Stress is one of the stumbling blocks to development and progress. Productivity and stress do not go hand in hand. When you suffer stress, the brain releases hormones such as adrenaline and cortisol so that you can deal with emergencies but this can affect your productivity.

Mind-wandering may be a useful way to minimize stress because it has a calming effect.  You are physically present, but emotionally miles away. You are in a place where none of the stressful concerns exist. This element of self-regulation plays an important role in boosting your emotional intelligence.
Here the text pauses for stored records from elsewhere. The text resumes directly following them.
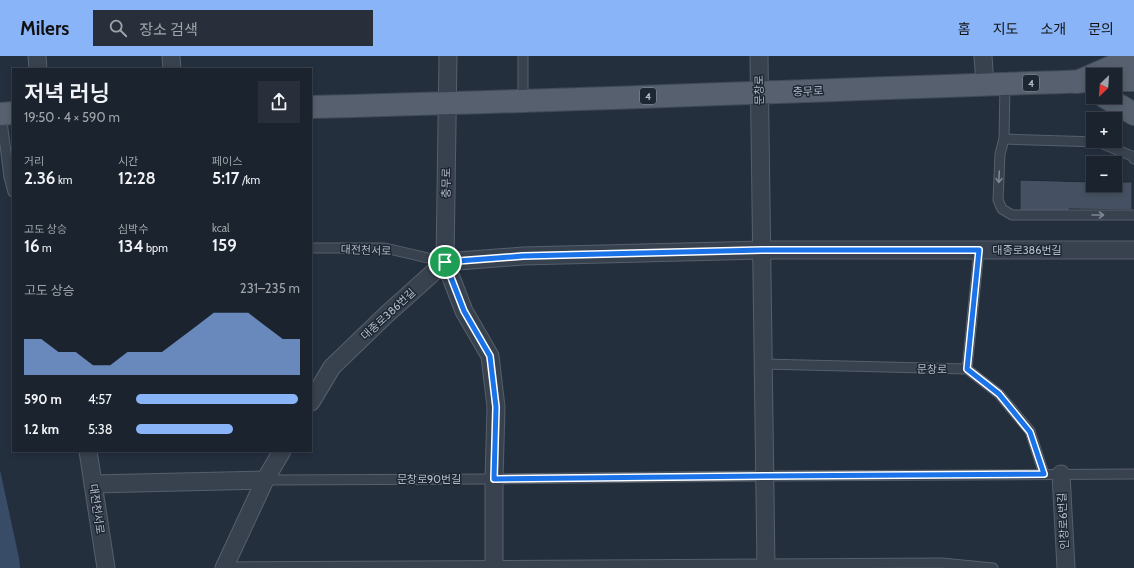 <!DOCTYPE html>
<html lang="ko">
<meta charset="utf-8">
<style>
:root{--surface:#1b232e;--page:#282f3a;--text:#f1f3f6;--muted:#a0a4aa;--line:#39404a;--accent:#8ab4f8}
body{margin:0;font-family:Cabin,"Noto Sans KR",sans-serif;background:var(--page);color:var(--text);height:100vh;display:flex;flex-direction:column;font-size:15px;white-space:nowrap}
*{box-sizing:border-box;margin:0}
p{font-size:13px;color:var(--muted)}
.icon{flex:none;width:22px;height:22px;fill:none;stroke:currentColor;stroke-width:2;stroke-linecap:round;stroke-linejoin:round}
.map{position:relative;flex:1;overflow:hidden}
.panel{position:absolute;left:12px;top:12px;width:300px;height:384px;display:flex;flex-direction:column;background:var(--surface);border-radius:0px;box-shadow:0 2px 6px #0003,0 0 0 1px var(--line)}
.panel>*{flex:none}
.needle{width:26px;rotate:205deg}
.controls{position:absolute;left:1086px;top:12px;display:grid;gap:8px}
.controls a{display:grid;place-items:center;width:36px;height:36px;border-radius:0px;background:var(--surface);box-shadow:0 2px 6px #0003,0 0 0 1px var(--line);font-size:20px}
.pin{position:absolute;display:grid;place-items:center;width:34px;height:34px;color:#fff;margin:-17px;border:2px solid #fff;border-radius:50%;box-shadow:0 1px 4px #0007}
.round{display:grid;place-items:center;flex:none;width:42px;height:42px;border-radius:0px;background:var(--page)}
.summary{display:flex;align-items:center;justify-content:space-between;height:68px;padding:0 12px}
h1{font-size:22px;font-weight:600;line-height:30px}
.metrics{display:grid;grid-template-columns:repeat(3,1fr);gap:6px;height:68px;padding:4px 12px}
.metrics div{display:grid;align-content:center}
.metrics b{font-size:17px;font-weight:600}
.metrics small{font-size:11px;font-weight:400}
.metrics p{font-size:11px}
.chart{height:112px;padding:8px 12px}
.chart p{display:flex;justify-content:space-between}
.chart svg{width:100%;height:72px;margin-top:4px;fill:var(--accent);opacity:.7}
ul{padding:0 12px;list-style:none;font-size:13px}
li{display:grid;grid-template-columns:64px 48px 1fr;align-items:center;height:30px}
li i{height:10px;border-radius:5px;background:var(--accent)}
header{display:flex;align-items:center;gap:24px;box-sizing:border-box;height:56px;padding:0 20px;background:var(--accent);color:#111}
header strong{font-size:19px}
nav{display:flex;gap:22px;margin-inline-start:auto;font-size:14px}
.search{width:280px;height:36px;background:var(--page);display:flex;align-items:center;gap:10px;box-sizing:border-box;padding:0 14px;border-radius:0px;color:var(--muted);font-size:15px}
.map>svg:first-child{display:block}
.water{fill:#394c67}
.building{fill:#455162;stroke:#1f2835}
.lines{fill:none;stroke-linecap:round;stroke-linejoin:round}
.lane-casing{stroke:#565f6c;stroke-width:11}
.street-casing{stroke:#565f6c;stroke-width:19}
.primary-casing{stroke:#414a57;stroke-width:24}
.lane{stroke:#38414e;stroke-width:9}
.street{stroke:#38414e;stroke-width:17}
.primary{stroke:#56606e;stroke-width:22}
.primary-bridge-casing{stroke:#414a57;stroke-width:24;stroke-linecap:butt}
.primary-bridge{stroke:#56606e;stroke-width:22}
.oneway{stroke:#7c8592}
.route-casing{stroke:#fff;stroke-width:8}
.route{stroke:#1a73e8;stroke-width:5}
.labels{text-anchor:middle;stroke-width:3;stroke-linejoin:round;paint-order:stroke}
.shield{fill:#1d2633;stroke:#878f9c;stroke-width:1}
.shield-label{font-size:10px;font-weight:bold;fill:#b4bcc9}
.street-label{font-size:11px;fill:#b4bcc9;stroke:#1d2633}
</style>
<header>
<strong>Milers</strong>
<div class="search"><svg class="icon" aria-label="search" viewBox="0 0 24 24"><circle cx="10" cy="10" r="6"/><path d="M15 15l6 6"/></svg>장소 검색</div>
<nav><a>홈</a><a>지도</a><a>소개</a><a>문의</a></nav>
</header>
<div class="map">
<svg width="1134" height="512" viewBox="0 0 1134 512">
<rect width="100%" height="100%" fill="#242f3e"/>
<path class="water" d="M0,414L19,502L20,512H0Z"/>
<path class="building" d="M1020,124L1093,126V129H1115V126H1132V154L1069,153V163L1020,162Z"/>
<g class="lines">
<g class="lane-casing">
<g id="lane">
<path d="M1005,28L1004,83L1000,98L998,144L1002,153L1012,159H1134"/>
<path d="M523,45V0"/>
<path d="M1,57L9,121L13,136"/>
<path d="M1004,83L1098,86L1132,100L1134,103"/>
<path d="M311,192H385L445,206"/>
<path d="M764,308L967,313L999,338L1030,375L1044,418"/>
<path d="M967,313L979,194"/>
<path d="M265,424L494,423L765,420L1134,418"/>
<path d="M225,511L942,507L993,512"/>
</g>
</g>
<g class="street-casing">
<g id="street">
<path d="M37,0L38,13"/>
<path d="M171,0L172,13"/>
<path d="M448,0L445,206L464,255L490,300L496,351L494,423V512"/>
<path d="M759,0L766,512"/>
<path d="M983,0L985,28"/>
<path d="M311,346L332,311L387,258L445,206L523,200L762,194H1134"/>
<path d="M88,395L106,512"/>
<path d="M1061,418L1066,512"/>
<path d="M93,428L265,424"/>
<path d="M224,512L265,424L282,395"/>
</g>
</g>
<g class="primary-casing">
<g id="primary">
<path d="M1115,24H1134"/>
<path d="M1077,26L1134,1"/>
<path d="M1105,41L1134,58"/>
<path d="M311,51C572,45 832,33 1093,25"/>
</g>
</g>
<use href="#lane" class="lane"/>
<use href="#street" class="street"/>
<use href="#primary" class="primary"/>
<g class="primary-bridge-casing">
<path id="primary-bridge" d="M0,58L13,57"/>
</g>
<use href="#primary-bridge" class="primary-bridge"/>
</g>
<defs><path id="oneway-shaft" d="M-6 0H5M1.5-3L5.5 0L1.5 3" fill="none" stroke-width="1.6" stroke-linecap="round" stroke-linejoin="round"/></defs>
<g class="oneway">
<use href="#oneway-shaft" transform="translate(999 121) rotate(93)"/>
<use href="#oneway-shaft" transform="translate(1098 159)"/>
</g>
<g class="lines">
<g class="route-casing">
<path id="route" d="M762,194H979L967,313L999,338L1030,376L1044,418L765,420L494,423L496,351L490,300L464,255L445,206L523,200Z"/>
</g>
<use href="#route" class="route"/>
</g>
<g class="labels">
<g class="shield">
<rect x="1023" y="19" width="16" height="16" rx="3"/>
<rect x="640" y="32" width="16" height="16" rx="3"/>
</g>
<g class="shield-label">
<text x="1031" y="31">4</text>
<text x="648" y="44">4</text>
</g>
<g class="street-label">
<text transform="translate(759 34) rotate(-91)" y="4">문창로</text>
<text transform="translate(808 35) rotate(-2)" y="4">충무로</text>
<text transform="translate(446 127) rotate(-89)" y="4">충무로</text>
<text transform="translate(366 194) rotate(2)" y="4">대전천서로</text>
<text x="1027" y="198">대종로386번길</text>
<text transform="translate(388 258) rotate(-43)" y="4">대종로386번길</text>
<text transform="translate(932 313) rotate(1)" y="4">문창로</text>
<text x="429" y="427">문창로90번길</text>
<text transform="translate(97 453) rotate(82)" y="4">대전천서로</text>
<text transform="translate(1063 465) rotate(-93)" y="4">인창로6번길</text>
</g>
</g>
</svg>
<div class="controls">
<a><svg class="needle" viewBox="-14 -14 28 28"><path d="M0-13l5 13h-10z" fill="#e53935"/><path d="M0 13l5-13h-10z" fill="#a0a4aa"/></svg></a>
<a>+</a>
<a>−</a>
</div>
<div class="pin" style="left:445px;top:206px;background:#1e9e55"><svg class="icon" aria-label="arrive" viewBox="0 0 24 24"><path d="M6 21V4h12l-3 4 3 4H6"/></svg></div>
<section class="panel">
<div class="summary"><div><h1>저녁 러닝</h1><p>19:50 · 4 × 590 m</p></div><a class="round"><svg class="icon" aria-label="share" viewBox="0 0 24 24"><path d="M12 15V3M7 8l5-5 5 5M5 13v7h14v-7"/></svg></a></div>
<div class="metrics">
<div><p>거리</p><b>2.36<small> km</small></b></div>
<div><p>시간</p><b>12:28</b></div>
<div><p>페이스</p><b>5:17<small> /km</small></b></div>
</div>
<div class="metrics">
<div><p>고도 상승</p><b>16<small> m</small></b></div>
<div><p>심박수</p><b>134<small> bpm</small></b></div>
<div><p>kcal</p><b>159</b></div>
</div>
<div class="chart"><p><span>고도 상승</span>231–235 m</p>
<svg viewBox="0 0 160 44" preserveAspectRatio="none"><path d="M0 44V22L10 22L20 30L30 30L40 38L50 38L60 30L70 30L80 30L90 22L100 14L110 6L120 6L130 6L140 14L150 22L160 22V44z"/></svg>
</div>
<ul>
<li><b>590 m</b>4:57<i style="width:99%"></i></li>
<li><b>1.2 km</b>5:38<i style="width:59%"></i></li>
</ul>
</section>
</div>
Your brain stops focusing on the task you were carrying out, and your stress is relieved. The stress centers in your brain calm down, and your executive centers can perform at peak capacity. You can now focus once again, your body is relaxed, and you are more alert, which is ideal for improved performance and productivity.

Conclusion

While mind wandering has been linked to a lot of benefits in terms of productivity, it is still imperative that it is not superior to focusing on the task at hand. In fact, both of these two aspects are important for you to achieve a purpose.

In the right circumstances, mind wandering will give your brain that new lease of life, a fresh perspective which might benefit you in your endeavors. In some cases, however, mind wandering might be costly.

In those moments when your brain goes away on holiday, you might miss some good opportunities. Therefore, ultimately what matters is that you know how and when to let your mind wander.